── RAW DATA

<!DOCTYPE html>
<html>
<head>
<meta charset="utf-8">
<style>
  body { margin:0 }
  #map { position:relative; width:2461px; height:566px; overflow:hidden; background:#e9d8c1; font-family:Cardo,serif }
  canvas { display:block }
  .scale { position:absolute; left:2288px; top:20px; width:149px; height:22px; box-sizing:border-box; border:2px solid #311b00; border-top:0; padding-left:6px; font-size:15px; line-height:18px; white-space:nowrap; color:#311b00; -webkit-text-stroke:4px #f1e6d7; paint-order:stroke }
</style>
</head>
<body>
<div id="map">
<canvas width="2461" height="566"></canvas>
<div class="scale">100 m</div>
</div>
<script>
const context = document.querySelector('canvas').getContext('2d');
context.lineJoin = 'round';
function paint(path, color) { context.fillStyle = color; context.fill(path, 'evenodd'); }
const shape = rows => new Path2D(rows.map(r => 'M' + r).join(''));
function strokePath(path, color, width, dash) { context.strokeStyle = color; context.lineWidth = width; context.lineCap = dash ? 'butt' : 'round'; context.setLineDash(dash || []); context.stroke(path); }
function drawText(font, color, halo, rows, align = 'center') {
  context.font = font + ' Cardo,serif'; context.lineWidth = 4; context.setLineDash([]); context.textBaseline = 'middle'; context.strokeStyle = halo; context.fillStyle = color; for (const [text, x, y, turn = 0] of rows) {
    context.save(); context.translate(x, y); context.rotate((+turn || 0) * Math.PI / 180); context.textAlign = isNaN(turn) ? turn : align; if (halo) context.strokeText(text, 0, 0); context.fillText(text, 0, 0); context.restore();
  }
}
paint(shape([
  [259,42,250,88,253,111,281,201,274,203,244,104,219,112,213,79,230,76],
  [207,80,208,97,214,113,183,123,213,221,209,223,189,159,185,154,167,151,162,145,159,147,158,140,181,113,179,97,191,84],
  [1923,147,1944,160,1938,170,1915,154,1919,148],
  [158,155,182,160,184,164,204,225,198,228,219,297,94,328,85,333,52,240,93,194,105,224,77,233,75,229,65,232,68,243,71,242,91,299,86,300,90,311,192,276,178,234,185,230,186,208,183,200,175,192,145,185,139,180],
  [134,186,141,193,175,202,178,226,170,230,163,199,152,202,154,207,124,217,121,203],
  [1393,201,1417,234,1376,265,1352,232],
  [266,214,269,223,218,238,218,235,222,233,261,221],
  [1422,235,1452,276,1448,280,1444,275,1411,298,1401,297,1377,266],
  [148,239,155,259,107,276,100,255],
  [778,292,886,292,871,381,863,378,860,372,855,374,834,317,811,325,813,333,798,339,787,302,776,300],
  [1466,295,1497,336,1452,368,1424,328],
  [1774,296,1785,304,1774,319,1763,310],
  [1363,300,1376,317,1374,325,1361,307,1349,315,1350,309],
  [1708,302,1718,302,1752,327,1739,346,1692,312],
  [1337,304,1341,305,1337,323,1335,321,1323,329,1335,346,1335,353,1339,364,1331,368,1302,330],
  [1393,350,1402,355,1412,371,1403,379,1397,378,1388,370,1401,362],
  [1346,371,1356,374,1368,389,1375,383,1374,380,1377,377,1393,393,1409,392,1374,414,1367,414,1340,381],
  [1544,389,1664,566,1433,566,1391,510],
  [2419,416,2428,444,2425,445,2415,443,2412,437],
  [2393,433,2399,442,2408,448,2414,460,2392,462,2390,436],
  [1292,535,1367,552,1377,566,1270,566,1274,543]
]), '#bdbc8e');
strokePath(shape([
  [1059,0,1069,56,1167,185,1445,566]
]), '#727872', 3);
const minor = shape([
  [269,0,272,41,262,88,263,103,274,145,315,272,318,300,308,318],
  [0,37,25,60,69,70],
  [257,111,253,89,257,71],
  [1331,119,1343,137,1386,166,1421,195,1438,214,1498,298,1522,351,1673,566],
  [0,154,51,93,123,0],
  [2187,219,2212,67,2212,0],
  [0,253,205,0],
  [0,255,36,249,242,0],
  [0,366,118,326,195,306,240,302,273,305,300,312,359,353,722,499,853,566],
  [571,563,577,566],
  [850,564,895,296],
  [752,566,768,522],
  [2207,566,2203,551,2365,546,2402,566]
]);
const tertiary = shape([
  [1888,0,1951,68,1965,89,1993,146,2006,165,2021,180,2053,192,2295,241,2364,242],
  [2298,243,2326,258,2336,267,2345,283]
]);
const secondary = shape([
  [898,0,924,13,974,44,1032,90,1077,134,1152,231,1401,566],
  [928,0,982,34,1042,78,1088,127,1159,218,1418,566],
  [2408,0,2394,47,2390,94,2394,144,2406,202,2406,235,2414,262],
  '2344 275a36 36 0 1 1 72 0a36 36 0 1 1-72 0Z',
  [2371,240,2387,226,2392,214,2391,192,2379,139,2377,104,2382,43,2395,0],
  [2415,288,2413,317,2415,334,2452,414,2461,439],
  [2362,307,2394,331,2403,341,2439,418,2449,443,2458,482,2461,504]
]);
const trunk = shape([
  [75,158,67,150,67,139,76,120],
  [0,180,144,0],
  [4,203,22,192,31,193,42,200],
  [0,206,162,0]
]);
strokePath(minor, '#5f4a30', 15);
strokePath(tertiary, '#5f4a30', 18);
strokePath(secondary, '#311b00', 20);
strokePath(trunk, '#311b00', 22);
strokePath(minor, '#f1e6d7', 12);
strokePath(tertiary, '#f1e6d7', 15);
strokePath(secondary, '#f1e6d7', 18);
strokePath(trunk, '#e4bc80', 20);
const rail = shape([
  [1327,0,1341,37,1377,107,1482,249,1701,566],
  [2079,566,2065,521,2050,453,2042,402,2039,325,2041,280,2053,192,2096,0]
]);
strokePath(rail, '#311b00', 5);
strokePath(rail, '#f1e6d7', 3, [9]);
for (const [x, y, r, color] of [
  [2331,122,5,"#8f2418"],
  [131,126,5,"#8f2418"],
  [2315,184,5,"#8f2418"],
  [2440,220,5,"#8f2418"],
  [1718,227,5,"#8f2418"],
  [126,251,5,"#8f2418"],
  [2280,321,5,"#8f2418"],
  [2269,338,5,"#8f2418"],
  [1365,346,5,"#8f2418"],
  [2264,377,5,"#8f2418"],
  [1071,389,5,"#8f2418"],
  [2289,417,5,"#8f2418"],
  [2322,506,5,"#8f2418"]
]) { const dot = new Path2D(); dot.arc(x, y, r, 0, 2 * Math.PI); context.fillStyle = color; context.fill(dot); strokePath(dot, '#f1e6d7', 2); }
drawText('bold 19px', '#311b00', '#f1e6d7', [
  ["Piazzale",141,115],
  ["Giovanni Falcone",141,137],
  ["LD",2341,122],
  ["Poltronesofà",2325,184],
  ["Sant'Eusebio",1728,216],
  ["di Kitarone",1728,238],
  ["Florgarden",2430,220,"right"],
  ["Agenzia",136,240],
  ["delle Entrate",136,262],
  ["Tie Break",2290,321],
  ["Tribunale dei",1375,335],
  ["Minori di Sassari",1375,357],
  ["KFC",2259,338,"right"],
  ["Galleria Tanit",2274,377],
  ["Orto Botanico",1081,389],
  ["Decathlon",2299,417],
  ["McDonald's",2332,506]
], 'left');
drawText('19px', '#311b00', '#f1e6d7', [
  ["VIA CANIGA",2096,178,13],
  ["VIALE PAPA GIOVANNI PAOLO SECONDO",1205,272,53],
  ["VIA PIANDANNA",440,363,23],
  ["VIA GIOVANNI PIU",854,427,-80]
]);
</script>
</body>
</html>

────

The required answer is a single number: how many lines above hold the string "function".

3